Week of Sunday February 27
Gospel: Matthew 6:24-34

(19 ‘Do not store up for yourselves treasures on earth, where moth and rust consume and where thieves break in and steal; 20but store up for yourselves treasures in heaven, where neither moth nor rust consumes and where thieves do not break in and steal. 21For where your treasure is, there your heart will be also.

22 ‘The eye is the lamp of the body. So, if your eye is healthy, your whole body will be full of light; 23but if your eye is unhealthy, your whole body will be full of darkness. If then the light in you is darkness, how great is the darkness!)

24 ‘No one can serve two masters; for a slave will either hate the one and love the other, or be devoted to the one and despise the other. You cannot serve God and wealth.

25 ‘Therefore I tell you, do not worry about your life, what you will eat or what you will drink, or about your body, what you will wear. Is not life more than food, and the body more than clothing? 26Look at the birds of the air; they neither sow nor reap nor gather into barns, and yet your heavenly Father feeds them. Are you not of more value than they? 27And can any of you by worrying add a single hour to your span of life? 28And why do you worry about clothing? Consider the lilies of the field, how they grow; they neither toil nor spin, 29yet I tell you, even Solomon in all his glory was not clothed like one of these. 30But if God so clothes the grass of the field, which is alive today and tomorrow is thrown into the oven, will he not much more clothe you—you of little faith? 31Therefore do not worry, saying, “What will we eat?” or “What will we drink?” or “What will we wear?” 32For it is the Gentiles who strive for all these things; and indeed your heavenly Father knows that you need all these things. 33But strive first for the kingdom of God and his righteousness, and all these things will be given to you as well.
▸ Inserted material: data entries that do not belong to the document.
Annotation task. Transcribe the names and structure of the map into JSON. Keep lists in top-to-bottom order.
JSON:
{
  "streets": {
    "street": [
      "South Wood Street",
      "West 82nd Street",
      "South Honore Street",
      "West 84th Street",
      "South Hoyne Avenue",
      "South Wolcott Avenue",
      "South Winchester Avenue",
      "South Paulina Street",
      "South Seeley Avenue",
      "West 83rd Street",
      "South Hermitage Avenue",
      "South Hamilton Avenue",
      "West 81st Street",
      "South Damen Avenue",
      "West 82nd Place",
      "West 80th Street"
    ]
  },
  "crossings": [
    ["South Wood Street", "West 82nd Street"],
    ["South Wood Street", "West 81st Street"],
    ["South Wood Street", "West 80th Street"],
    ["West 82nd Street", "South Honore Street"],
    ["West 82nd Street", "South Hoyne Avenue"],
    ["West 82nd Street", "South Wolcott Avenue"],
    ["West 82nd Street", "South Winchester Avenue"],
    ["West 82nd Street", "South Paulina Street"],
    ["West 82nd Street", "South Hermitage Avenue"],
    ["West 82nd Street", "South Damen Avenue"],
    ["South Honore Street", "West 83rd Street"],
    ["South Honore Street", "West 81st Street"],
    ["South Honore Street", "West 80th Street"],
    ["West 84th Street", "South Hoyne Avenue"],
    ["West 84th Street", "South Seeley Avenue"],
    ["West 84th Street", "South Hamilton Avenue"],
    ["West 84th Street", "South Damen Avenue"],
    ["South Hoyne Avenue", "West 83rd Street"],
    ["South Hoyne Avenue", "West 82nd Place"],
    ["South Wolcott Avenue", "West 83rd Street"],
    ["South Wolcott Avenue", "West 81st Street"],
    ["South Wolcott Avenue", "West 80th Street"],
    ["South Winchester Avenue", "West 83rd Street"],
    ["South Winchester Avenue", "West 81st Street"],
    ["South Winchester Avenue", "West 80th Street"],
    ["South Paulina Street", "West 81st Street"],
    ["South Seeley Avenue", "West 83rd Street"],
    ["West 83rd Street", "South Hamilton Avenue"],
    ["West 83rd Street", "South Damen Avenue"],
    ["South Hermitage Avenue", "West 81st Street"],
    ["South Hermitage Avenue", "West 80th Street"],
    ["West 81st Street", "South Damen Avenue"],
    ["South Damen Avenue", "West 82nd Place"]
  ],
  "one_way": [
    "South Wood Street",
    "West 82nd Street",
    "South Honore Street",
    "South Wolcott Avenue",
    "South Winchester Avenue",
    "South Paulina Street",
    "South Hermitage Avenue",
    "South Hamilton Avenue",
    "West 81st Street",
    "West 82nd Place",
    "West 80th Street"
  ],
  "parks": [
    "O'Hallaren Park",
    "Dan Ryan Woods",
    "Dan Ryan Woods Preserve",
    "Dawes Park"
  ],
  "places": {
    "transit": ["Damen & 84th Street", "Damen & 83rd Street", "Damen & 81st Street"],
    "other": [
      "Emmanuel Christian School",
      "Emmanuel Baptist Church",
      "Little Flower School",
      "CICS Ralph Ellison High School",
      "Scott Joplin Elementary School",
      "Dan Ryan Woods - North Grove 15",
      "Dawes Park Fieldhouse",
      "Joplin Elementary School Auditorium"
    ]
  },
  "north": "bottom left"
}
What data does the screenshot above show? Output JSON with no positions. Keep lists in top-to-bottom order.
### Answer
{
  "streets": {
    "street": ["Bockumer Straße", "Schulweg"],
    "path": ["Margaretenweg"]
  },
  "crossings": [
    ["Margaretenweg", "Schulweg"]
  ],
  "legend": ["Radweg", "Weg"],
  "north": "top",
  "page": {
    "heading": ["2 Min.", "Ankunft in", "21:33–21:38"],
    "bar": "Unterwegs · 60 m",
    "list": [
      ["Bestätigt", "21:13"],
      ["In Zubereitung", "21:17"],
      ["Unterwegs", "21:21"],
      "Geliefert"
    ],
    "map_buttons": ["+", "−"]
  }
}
34 ‘So do not worry about tomorrow, for tomorrow will bring worries of its own. Today’s trouble is enough for today.

This chapter begins with comments about when one might receive one’s reward. “Truly I tell you, they have received their reward.” vv 2, 5, 16. Clearly, some forms of reward are worth more than others!

Jesus also makes us question where our treasure is.

19 ‘Do not store up for yourselves treasures on earth, where moth and rust consume and where thieves break in and steal; 20but store up for yourselves treasures in heaven, where neither moth nor rust consumes and where thieves do not break in and steal. 21For where your treasure is, there your heart will be also.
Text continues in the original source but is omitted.